Labor force participation will drop to Nixon era rates

U.S. labor force participation will fall over the next decade, scraping lows not seen since the Nixon administration, the Department of Labor projects in a new study.

In an article in its monthly labor review for December, the agency projected that the labor force participation rate will fall from 62.9 percent today to 60.9 percent in 2024. That would be the lowest since late 1973.

Workforce participation, a measure of people who have or are looking for jobs, has fallen steeply in the aftermath of the financial crisis. The participation rate stood at 66 percent at the official start of the recession in December 2007 and has fallen steadily since.

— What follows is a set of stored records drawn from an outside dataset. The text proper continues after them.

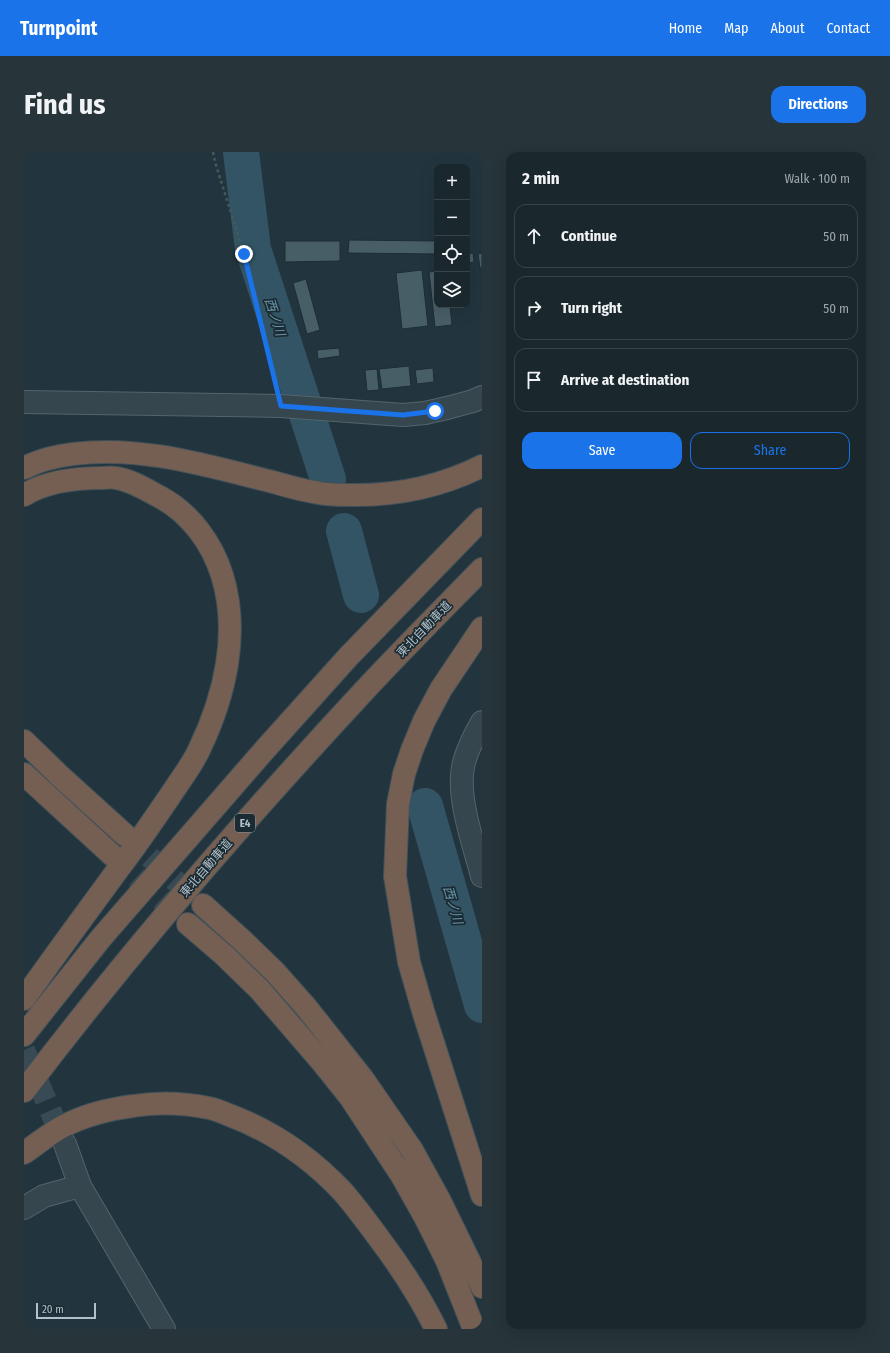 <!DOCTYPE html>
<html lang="en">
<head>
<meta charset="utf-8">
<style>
  :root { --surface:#1a282e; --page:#27343a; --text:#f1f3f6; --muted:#9fa6aa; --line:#38444a; --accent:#1a73e8 }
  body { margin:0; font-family:"Fira Sans Condensed","Noto Sans JP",sans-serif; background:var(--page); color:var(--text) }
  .controls { position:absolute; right:12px; top:12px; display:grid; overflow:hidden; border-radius:8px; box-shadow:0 4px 16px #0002 }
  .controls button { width:36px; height:36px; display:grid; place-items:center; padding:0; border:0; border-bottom:1px solid var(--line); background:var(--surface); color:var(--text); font:20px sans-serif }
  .scale { position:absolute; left:12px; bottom:10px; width:60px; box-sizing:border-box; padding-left:4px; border:2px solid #b2c1c9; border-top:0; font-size:11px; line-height:14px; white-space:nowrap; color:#b2c1c9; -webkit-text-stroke:3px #1b2b33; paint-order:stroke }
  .stop { position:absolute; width:12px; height:12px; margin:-9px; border:3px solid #1a73e8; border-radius:50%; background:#fff }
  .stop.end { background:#1a73e8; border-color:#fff; box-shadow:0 1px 4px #0008 }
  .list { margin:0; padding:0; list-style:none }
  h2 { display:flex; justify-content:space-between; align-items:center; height:52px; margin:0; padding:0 16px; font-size:17px }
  h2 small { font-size:13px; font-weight:400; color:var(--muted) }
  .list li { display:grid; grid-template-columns:26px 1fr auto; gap:12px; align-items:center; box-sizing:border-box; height:64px; margin:0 8px 8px; padding:0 8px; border:1px solid var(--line); border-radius:12px }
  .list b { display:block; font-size:15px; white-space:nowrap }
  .list em { font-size:13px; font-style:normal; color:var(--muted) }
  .actions { display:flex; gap:8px; padding:12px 16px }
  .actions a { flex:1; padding:9px 0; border:1px solid var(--accent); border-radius:12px; text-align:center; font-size:14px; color:var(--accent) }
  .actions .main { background:var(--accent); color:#fff }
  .icon { flex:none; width:22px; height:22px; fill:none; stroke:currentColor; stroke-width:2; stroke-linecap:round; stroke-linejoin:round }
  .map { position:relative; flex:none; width:458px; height:1177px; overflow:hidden; border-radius:12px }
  header { display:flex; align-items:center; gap:24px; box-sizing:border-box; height:56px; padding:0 20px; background:var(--accent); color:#fff }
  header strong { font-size:19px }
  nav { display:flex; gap:22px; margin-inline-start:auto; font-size:14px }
  .intro { display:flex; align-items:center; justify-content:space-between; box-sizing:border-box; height:96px; padding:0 24px }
  h1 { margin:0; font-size:28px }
  .button { padding:10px 18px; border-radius:12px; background:var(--accent); color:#fff; font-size:14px; font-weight:700 }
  main { display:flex; gap:24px; padding:0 24px }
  aside { flex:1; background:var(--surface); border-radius:12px; box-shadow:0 4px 16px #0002 }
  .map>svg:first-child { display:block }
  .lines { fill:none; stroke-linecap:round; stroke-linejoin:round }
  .river { stroke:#335464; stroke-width:36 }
  .building { fill:#485e67; stroke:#1d2d35 }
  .minor-tunnel { stroke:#384a53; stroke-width:22; stroke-dasharray:22 11; stroke-linecap:butt }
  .highway-tunnel { stroke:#384a53; stroke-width:22; stroke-dasharray:22 11; stroke-linecap:butt }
  .minor-casing { stroke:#54646c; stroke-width:24 }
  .highway-casing { stroke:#415159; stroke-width:24 }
  .path { stroke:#425b58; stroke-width:2.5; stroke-dasharray:3 3; stroke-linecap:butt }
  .minor { stroke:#36464e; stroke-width:22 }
  .highway { stroke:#755f53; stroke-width:22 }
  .route { stroke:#1a73e8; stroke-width:5 }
  .labels { text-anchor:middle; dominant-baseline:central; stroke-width:3.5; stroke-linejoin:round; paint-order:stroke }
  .shield { fill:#1b2b33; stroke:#85949c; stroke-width:1 }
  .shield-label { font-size:11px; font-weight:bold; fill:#b2c1c9 }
  .street-label { font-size:12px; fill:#b2c1c9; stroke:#1b2b33 }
  .water-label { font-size:13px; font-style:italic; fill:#6995aa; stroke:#1b2b33 }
</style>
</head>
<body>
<header>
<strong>Turnpoint</strong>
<nav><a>Home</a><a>Map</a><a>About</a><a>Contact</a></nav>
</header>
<div class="intro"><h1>Find us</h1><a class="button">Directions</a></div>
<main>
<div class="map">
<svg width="458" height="1177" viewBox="0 0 458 1177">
  <rect width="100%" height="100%" fill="#22353e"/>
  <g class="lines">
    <!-- river -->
    <path class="river" d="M217,0L229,97L304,327
      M320,379L337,443
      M401,654L458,853"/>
  </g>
  <!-- building -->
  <path class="building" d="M325,88L413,89V102L324,101Z
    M261,89H316V109L261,110Z
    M449,101L450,110L443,111V102Z
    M458,101V116H456L454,102Z
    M398,118L404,174L378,177L372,121Z
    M413,119V153H426L428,173L411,175L405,120Z
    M282,127L296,178L283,182L269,131Z
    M315,196L316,204L294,207L293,198Z
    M385,214L387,234L358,237L355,217Z
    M409,216L410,230L393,232L391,218Z
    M353,217L355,238L343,239L341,218Z"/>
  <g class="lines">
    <!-- minor-tunnel -->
    <path class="minor-tunnel" d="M0,898L41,992"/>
    <!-- highway-tunnel -->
    <path class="highway-tunnel" d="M101,683L176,751
      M88,703L164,772"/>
    <!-- minor casing -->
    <g class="minor-casing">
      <path id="minor" d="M0,250L257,254L379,263L401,261L427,255L449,249L458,245
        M458,570C450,584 442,600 439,615C433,647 450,693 458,724
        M41,992L56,1034L140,1177
        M0,1056L20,1044L56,1034"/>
    </g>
    <!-- highway casing -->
    <g class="highway-casing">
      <path id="highway" d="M0,316C15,308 33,304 49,302C117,293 184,314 249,330C263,334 276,338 290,340C302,343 315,343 326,343C374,344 416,335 458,314
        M0,343C23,329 50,326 77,326C82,326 87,325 92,326C107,328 123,338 136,345C166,361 188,391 198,423C216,481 201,544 175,598C169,611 160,623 152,635C133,663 115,690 95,716C63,760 31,803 0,847
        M458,476L417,537L400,569L388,598L380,622L374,652L371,724L385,810L400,862L458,1043
        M0,589L37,625L101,683
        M0,622L88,703
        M179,753L220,790L251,820L282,855L339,927L388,998L416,1049L458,1135
        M164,772L200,803L236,838L298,910L326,945L378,1024L401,1065L423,1109L450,1177
        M0,883L77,786L237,602L324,505L458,367
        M0,939C105,801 221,667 339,540C378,498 418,458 458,417
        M0,1001C13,992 26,981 40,974C61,963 86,957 109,954C135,950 160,951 185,956C191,957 198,960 205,963C248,979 287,1006 319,1040C331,1054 343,1070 354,1085C376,1114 396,1145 412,1177"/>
    </g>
    <!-- path -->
    <path class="path" d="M189,0L191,10L220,102L252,234"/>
    <!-- minor -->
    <use href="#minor" class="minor"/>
    <!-- highway -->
    <use href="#highway" class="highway"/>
  </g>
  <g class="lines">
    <!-- route -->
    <path class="route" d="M220,102L257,254L379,263L411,259"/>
  </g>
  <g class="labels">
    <!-- shield labels -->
    <rect class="shield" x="211" y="662" width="20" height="18" rx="3"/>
    <g class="shield-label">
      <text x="221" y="671">E4</text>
    </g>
    <!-- street labels -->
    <g class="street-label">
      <text transform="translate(400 477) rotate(-46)">東北自動車道</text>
      <text transform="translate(182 716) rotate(-49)">東北自動車道</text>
    </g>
    <!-- water labels -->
    <g class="water-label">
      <text transform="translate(251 165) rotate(72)">西ノ川</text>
      <text transform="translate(429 753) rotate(74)">西ノ川</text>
    </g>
  </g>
</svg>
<div class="controls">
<button>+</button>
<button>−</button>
<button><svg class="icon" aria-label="locate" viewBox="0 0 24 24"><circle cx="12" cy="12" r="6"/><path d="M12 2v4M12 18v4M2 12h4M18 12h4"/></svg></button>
<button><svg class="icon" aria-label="layers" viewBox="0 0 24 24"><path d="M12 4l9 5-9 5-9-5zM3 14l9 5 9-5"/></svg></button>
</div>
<div class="scale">20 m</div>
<div class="stop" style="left:411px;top:259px"></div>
<div class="stop end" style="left:220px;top:102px"></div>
</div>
<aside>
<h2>2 min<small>Walk · 100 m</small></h2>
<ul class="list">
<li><svg class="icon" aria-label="ahead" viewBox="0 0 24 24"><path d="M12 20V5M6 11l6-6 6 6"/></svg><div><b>Continue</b></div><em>50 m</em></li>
<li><svg class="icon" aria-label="right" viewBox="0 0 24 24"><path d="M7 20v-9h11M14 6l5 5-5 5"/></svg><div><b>Turn right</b></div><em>50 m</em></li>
<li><svg class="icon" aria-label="arrive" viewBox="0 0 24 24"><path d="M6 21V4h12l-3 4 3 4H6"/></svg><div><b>Arrive at destination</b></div></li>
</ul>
<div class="actions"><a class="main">Save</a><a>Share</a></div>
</aside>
</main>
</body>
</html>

The projections from the Labor Department illustrate that although the dropoff in participation was driven partly by the severity of the recession, the labor force is likely to keep shrinking for other reasons. Those include the ongoing retirement of the Baby Boom generation, that young people are seeking more more years of education and other long-term trends.

The Labor Department sees the decline in workforce participation among prime working age adults, those between ages 25 and 54, halting over the next decade, with an uptick in the group aged 50 to 54. But the aging of the population will keep the labor force participation rate falling.

Of the 7.8 million additional workers expected by 2024, more than 90 percent will be Hispanic, the Labor Department projects. Rising Hispanic participation in the U.S. workforce is driven by immigration and by Hispanic migrants tending to be younger and having more children, meaning that they will account for more working-age people over the next deacde. While the Labor Department projects that the number of Hispanic workers will increase by 7.1 million in 10 years, the white, non-Hispanic labor force is expected to decline by more than 3 million.

The Labor Department’s projections are based on estimates of the U.S. population and current trends among different age groups, racial and ethnic categories, sexes, and other subgroups.

The analysis does not attempt to tease out how much of the decline in labor force participation is attributable to the weakness of the economy, which has led some people to stop looking for work and thus drop out of the official labor force even though they want jobs. One estimate, from the White House Council of Economic Advisers, found that about half of the decline in the labor force participation trate through late 2014 was caused by ongoing demographic factors.

Over the past year, however, the economy has added nearly 3 million jobs and the unemployment rate has fallen from 5.8 percent to 5 percent.